What to work on =
Each entry below is to be given again word for word, with no pictures.

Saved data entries
========================================================================

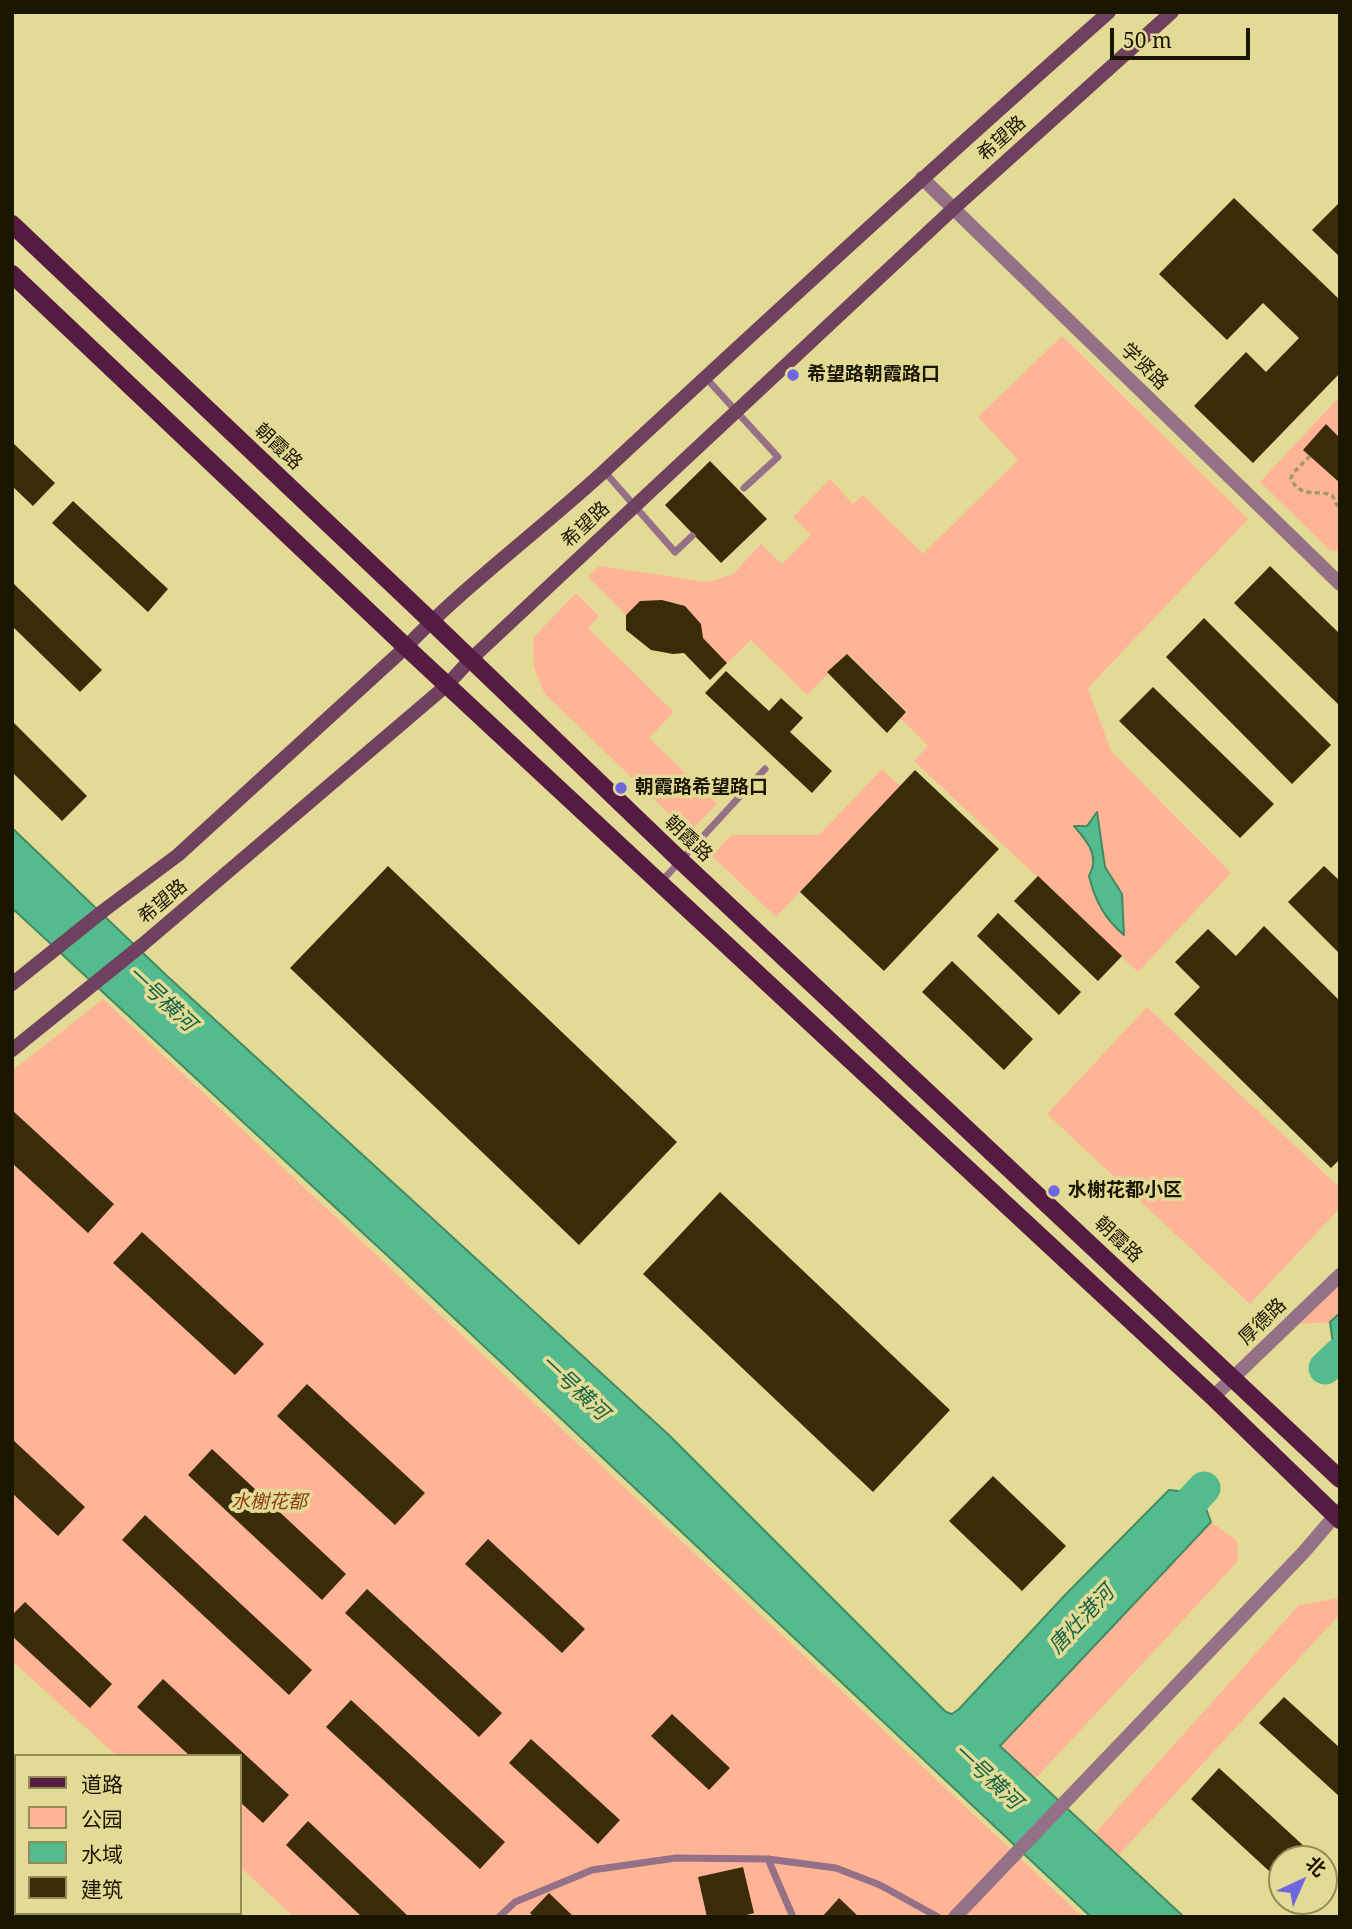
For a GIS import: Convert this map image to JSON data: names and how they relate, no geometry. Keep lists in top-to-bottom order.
{
  "streets": {
    "main road": ["希望路", "朝霞路"],
    "street": ["学贤路", "厚德路"]
  },
  "crossings": [
    ["希望路", "学贤路"],
    ["希望路", "朝霞路"],
    ["朝霞路", "厚德路"]
  ],
  "water": ["一号横河", "唐灶港河"],
  "parks": ["水榭花都"],
  "places": ["希望路朝霞路口", "朝霞路希望路口", "水榭花都小区"],
  "legend": [
    "道路",
    "公园",
    "水域",
    "建筑"
  ],
  "scale_bar": "50 m",
  "north": "top right"
}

========================================================================

Task result =
For a GIS import: Convert this map image to JSON data: names and how they relate, no geometry. Keep lists in top-to-bottom order.
{
  "streets": {
    "main road": ["希望路", "朝霞路"],
    "street": ["学贤路", "厚德路"]
  },
  "crossings": [
    ["希望路", "学贤路"],
    ["希望路", "朝霞路"],
    ["朝霞路", "厚德路"]
  ],
  "water": ["一号横河", "唐灶港河"],
  "parks": ["水榭花都"],
  "places": ["希望路朝霞路口", "朝霞路希望路口", "水榭花都小区"],
  "legend": [
    "道路",
    "公园",
    "水域",
    "建筑"
  ],
  "scale_bar": "50 m",
  "north": "top right"
}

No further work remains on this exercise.